Assignment → Repeat exactly each line of the data provided below.

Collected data
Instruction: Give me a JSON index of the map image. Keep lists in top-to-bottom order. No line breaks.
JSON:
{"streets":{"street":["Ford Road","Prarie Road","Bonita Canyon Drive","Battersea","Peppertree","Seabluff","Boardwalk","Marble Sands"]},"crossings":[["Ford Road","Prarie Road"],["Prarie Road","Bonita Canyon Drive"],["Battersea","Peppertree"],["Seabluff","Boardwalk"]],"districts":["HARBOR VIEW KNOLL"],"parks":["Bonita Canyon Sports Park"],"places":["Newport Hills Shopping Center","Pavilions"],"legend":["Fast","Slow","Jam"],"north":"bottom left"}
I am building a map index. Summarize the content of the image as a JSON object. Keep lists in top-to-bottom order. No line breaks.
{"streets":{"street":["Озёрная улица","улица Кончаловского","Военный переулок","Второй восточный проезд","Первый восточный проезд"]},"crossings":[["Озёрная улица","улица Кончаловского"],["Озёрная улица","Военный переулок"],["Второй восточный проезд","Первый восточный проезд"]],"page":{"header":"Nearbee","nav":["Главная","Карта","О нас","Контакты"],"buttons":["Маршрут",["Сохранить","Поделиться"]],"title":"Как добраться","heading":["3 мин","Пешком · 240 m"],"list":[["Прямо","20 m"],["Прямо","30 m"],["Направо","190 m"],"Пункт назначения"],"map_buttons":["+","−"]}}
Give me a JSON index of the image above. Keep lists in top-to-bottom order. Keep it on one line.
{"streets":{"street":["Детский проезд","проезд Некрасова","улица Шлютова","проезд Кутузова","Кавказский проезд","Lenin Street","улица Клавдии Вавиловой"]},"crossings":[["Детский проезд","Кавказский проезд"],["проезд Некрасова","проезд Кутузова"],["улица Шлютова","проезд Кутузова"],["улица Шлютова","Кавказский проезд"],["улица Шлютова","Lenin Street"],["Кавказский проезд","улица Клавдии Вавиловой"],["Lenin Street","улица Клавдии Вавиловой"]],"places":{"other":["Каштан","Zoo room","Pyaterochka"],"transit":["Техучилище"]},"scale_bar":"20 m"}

Response →
Instruction: Give me a JSON index of the map image. Keep lists in top-to-bottom order. No line breaks.
JSON:
{"streets":{"street":["Ford Road","Prarie Road","Bonita Canyon Drive","Battersea","Peppertree","Seabluff","Boardwalk","Marble Sands"]},"crossings":[["Ford Road","Prarie Road"],["Prarie Road","Bonita Canyon Drive"],["Battersea","Peppertree"],["Seabluff","Boardwalk"]],"districts":["HARBOR VIEW KNOLL"],"parks":["Bonita Canyon Sports Park"],"places":["Newport Hills Shopping Center","Pavilions"],"legend":["Fast","Slow","Jam"],"north":"bottom left"}
I am building a map index. Summarize the content of the image as a JSON object. Keep lists in top-to-bottom order. No line breaks.
{"streets":{"street":["Озёрная улица","улица Кончаловского","Военный переулок","Второй восточный проезд","Первый восточный проезд"]},"crossings":[["Озёрная улица","улица Кончаловского"],["Озёрная улица","Военный переулок"],["Второй восточный проезд","Первый восточный проезд"]],"page":{"header":"Nearbee","nav":["Главная","Карта","О нас","Контакты"],"buttons":["Маршрут",["Сохранить","Поделиться"]],"title":"Как добраться","heading":["3 мин","Пешком · 240 m"],"list":[["Прямо","20 m"],["Прямо","30 m"],["Направо","190 m"],"Пункт назначения"],"map_buttons":["+","−"]}}
Give me a JSON index of the image above. Keep lists in top-to-bottom order. Keep it on one line.
{"streets":{"street":["Детский проезд","проезд Некрасова","улица Шлютова","проезд Кутузова","Кавказский проезд","Lenin Street","улица Клавдии Вавиловой"]},"crossings":[["Детский проезд","Кавказский проезд"],["проезд Некрасова","проезд Кутузова"],["улица Шлютова","проезд Кутузова"],["улица Шлютова","Кавказский проезд"],["улица Шлютова","Lenin Street"],["Кавказский проезд","улица Клавдии Вавиловой"],["Lenin Street","улица Клавдии Вавиловой"]],"places":{"other":["Каштан","Zoo room","Pyaterochka"],"transit":["Техучилище"]},"scale_bar":"20 m"}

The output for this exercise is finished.